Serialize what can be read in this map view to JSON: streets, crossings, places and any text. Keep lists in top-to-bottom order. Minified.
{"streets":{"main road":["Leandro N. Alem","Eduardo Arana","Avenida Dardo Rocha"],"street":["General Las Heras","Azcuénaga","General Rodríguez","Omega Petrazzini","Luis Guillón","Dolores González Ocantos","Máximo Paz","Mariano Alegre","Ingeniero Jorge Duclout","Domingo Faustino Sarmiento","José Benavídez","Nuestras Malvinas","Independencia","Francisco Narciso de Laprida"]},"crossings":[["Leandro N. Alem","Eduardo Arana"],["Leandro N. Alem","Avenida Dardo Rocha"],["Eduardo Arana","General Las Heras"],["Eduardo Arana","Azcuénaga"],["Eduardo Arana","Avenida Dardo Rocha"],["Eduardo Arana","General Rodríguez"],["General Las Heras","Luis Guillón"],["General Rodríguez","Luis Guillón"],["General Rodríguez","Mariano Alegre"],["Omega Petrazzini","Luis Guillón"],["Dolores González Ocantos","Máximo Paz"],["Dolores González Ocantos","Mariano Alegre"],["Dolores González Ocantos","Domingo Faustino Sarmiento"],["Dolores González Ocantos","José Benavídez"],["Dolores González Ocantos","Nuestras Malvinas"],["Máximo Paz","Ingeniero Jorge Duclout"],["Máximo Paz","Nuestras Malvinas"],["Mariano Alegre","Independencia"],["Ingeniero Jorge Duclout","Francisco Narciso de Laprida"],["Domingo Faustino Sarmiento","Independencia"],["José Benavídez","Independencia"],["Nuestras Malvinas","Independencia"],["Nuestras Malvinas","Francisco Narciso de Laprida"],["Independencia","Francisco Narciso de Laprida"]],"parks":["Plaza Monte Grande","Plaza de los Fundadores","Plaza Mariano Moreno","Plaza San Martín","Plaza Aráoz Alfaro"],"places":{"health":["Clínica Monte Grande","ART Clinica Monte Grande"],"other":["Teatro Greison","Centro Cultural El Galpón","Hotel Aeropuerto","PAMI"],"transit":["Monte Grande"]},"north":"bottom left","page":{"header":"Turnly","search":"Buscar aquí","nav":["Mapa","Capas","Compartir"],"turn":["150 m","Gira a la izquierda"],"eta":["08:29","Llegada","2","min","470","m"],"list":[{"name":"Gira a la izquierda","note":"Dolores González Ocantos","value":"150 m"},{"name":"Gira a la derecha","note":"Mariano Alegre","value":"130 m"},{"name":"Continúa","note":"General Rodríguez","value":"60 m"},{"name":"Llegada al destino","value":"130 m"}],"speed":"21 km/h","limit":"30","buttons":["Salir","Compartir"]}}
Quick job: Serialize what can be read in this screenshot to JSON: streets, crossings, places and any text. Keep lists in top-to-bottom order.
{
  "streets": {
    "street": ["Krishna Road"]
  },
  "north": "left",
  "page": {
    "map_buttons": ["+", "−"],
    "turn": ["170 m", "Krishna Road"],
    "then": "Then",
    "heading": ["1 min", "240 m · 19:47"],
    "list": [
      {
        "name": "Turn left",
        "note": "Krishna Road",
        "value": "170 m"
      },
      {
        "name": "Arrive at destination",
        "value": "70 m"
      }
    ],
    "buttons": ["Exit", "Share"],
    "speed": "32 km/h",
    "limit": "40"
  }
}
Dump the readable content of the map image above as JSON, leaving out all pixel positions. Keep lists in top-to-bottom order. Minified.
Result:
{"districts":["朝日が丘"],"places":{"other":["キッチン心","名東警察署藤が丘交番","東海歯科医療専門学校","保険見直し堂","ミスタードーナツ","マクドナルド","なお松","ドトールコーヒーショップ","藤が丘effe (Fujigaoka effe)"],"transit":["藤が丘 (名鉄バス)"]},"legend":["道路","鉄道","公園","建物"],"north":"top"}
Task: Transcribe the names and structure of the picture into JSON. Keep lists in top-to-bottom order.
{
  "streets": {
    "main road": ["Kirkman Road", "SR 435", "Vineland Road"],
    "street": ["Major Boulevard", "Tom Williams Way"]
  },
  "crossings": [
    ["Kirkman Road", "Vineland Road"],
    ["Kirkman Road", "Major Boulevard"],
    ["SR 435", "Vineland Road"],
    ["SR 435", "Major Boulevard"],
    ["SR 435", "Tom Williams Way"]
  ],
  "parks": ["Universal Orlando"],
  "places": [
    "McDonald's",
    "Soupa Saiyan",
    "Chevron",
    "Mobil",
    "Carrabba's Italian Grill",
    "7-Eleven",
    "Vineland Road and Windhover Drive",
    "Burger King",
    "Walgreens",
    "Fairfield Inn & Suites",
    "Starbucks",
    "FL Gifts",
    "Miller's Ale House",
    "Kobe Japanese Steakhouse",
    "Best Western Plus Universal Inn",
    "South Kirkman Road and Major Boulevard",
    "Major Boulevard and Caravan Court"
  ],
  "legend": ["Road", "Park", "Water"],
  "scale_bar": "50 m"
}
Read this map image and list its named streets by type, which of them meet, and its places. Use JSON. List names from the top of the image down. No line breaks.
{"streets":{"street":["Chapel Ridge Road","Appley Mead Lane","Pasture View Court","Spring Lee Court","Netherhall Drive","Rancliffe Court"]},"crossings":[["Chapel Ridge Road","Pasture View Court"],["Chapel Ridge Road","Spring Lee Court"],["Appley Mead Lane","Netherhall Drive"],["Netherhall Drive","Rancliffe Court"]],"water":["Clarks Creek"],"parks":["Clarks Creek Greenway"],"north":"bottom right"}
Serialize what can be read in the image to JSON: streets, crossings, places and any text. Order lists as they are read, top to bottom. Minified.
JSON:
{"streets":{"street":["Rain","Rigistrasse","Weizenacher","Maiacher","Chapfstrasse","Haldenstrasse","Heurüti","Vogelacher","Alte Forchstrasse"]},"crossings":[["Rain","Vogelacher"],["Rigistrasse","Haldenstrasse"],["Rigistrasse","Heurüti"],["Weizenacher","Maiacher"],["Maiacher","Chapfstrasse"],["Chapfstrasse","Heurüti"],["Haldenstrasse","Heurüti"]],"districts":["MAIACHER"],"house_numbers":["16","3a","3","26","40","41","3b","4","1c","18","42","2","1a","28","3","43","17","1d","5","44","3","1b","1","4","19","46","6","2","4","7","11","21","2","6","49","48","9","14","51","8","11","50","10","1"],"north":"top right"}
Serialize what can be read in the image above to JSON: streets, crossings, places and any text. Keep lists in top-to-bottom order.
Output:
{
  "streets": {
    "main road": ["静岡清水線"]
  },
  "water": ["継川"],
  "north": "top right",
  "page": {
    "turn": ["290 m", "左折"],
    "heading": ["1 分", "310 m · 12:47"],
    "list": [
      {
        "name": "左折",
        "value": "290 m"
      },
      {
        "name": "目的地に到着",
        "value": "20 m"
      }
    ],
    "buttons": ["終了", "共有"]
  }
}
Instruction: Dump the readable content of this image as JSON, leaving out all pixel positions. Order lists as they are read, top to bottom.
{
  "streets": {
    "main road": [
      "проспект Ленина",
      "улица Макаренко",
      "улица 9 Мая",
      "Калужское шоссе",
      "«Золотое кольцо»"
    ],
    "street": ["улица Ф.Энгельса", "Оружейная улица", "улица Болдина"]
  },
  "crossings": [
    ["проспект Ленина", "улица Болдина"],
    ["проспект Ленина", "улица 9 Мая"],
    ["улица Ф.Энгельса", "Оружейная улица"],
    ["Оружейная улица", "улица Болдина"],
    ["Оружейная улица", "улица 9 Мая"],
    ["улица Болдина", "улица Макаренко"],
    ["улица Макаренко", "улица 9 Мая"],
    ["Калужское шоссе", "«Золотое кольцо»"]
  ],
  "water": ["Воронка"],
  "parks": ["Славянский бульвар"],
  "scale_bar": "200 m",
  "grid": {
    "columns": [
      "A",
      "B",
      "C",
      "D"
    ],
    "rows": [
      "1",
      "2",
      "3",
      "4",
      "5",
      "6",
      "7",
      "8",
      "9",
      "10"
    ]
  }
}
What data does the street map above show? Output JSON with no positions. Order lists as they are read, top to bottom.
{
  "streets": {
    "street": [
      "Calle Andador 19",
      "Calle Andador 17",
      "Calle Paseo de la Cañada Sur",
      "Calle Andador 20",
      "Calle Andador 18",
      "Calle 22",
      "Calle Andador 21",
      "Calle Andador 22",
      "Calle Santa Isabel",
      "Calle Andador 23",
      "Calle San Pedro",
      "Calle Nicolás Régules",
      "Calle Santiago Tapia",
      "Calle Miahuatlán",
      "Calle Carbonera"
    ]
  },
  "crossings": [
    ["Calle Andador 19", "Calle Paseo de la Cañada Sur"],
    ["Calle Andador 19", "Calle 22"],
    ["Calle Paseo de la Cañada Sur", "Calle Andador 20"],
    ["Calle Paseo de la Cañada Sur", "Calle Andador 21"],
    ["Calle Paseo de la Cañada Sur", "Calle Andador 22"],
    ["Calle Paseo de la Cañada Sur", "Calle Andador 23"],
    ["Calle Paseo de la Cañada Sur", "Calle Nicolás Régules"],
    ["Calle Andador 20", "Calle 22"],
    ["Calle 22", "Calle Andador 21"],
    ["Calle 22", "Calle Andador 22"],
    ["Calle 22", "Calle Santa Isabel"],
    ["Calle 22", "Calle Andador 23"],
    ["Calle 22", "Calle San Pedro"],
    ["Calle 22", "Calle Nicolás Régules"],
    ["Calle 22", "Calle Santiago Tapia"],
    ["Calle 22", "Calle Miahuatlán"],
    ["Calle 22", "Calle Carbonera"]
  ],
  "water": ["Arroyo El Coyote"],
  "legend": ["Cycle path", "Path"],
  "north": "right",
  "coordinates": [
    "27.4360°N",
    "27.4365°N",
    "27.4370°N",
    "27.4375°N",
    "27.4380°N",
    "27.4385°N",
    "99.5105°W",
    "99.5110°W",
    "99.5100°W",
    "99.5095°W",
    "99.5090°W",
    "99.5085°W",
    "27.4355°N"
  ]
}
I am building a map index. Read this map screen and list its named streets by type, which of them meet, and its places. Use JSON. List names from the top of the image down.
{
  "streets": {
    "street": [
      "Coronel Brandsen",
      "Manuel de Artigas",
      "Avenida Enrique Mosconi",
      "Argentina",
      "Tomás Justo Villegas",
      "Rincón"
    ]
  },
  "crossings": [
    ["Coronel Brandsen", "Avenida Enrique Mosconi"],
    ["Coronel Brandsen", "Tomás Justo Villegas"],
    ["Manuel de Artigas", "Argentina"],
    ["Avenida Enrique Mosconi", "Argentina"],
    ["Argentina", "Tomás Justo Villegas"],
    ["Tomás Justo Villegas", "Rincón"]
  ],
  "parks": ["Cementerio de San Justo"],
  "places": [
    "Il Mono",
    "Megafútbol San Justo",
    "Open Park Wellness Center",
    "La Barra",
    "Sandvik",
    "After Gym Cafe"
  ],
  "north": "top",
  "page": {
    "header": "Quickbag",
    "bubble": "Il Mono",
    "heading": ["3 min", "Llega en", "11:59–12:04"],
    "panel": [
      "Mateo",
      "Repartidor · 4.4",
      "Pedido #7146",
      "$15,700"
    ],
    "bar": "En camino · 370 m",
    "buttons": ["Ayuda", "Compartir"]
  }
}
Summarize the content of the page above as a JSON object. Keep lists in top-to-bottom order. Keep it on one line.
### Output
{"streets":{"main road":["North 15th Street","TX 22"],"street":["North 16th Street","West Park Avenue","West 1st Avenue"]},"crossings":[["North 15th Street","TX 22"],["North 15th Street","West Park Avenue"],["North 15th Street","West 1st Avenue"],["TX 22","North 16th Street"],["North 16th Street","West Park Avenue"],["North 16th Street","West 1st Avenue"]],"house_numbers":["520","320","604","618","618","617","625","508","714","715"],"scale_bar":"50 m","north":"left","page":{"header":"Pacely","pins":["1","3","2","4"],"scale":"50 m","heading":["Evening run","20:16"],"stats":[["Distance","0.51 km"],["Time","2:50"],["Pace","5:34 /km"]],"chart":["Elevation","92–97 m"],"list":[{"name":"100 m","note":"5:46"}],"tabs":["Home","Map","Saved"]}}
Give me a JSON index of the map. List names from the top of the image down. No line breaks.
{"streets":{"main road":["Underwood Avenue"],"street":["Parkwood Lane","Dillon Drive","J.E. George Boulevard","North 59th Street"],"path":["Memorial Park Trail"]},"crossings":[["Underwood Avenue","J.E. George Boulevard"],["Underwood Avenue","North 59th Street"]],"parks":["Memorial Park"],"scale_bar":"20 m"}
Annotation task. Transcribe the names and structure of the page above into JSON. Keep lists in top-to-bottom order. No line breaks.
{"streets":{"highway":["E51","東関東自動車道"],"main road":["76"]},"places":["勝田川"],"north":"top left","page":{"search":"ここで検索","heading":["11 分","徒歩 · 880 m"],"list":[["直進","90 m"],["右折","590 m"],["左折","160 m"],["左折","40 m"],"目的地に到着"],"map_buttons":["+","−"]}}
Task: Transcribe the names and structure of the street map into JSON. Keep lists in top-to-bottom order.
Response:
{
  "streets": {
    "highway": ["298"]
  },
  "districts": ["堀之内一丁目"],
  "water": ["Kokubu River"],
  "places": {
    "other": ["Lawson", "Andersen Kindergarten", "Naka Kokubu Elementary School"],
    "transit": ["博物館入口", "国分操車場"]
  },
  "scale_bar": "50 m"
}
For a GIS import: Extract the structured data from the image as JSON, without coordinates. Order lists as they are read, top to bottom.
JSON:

━━━━━━━━━━

» BRIEF
The answer should consist only of the lines from the one with "Give me a JSON" to the final line of the records above, retyped word for word.

» EXERCISE RESPONSE
Give me a JSON index of the map. List names from the top of the image down. No line breaks.
{"streets":{"main road":["Underwood Avenue"],"street":["Parkwood Lane","Dillon Drive","J.E. George Boulevard","North 59th Street"],"path":["Memorial Park Trail"]},"crossings":[["Underwood Avenue","J.E. George Boulevard"],["Underwood Avenue","North 59th Street"]],"parks":["Memorial Park"],"scale_bar":"20 m"}
Annotation task. Transcribe the names and structure of the page above into JSON. Keep lists in top-to-bottom order. No line breaks.
{"streets":{"highway":["E51","東関東自動車道"],"main road":["76"]},"places":["勝田川"],"north":"top left","page":{"search":"ここで検索","heading":["11 分","徒歩 · 880 m"],"list":[["直進","90 m"],["右折","590 m"],["左折","160 m"],["左折","40 m"],"目的地に到着"],"map_buttons":["+","−"]}}
Task: Transcribe the names and structure of the street map into JSON. Keep lists in top-to-bottom order.
Response:
{
  "streets": {
    "highway": ["298"]
  },
  "districts": ["堀之内一丁目"],
  "water": ["Kokubu River"],
  "places": {
    "other": ["Lawson", "Andersen Kindergarten", "Naka Kokubu Elementary School"],
    "transit": ["博物館入口", "国分操車場"]
  },
  "scale_bar": "50 m"
}
For a GIS import: Extract the structured data from the image as JSON, without coordinates. Order lists as they are read, top to bottom.
JSON:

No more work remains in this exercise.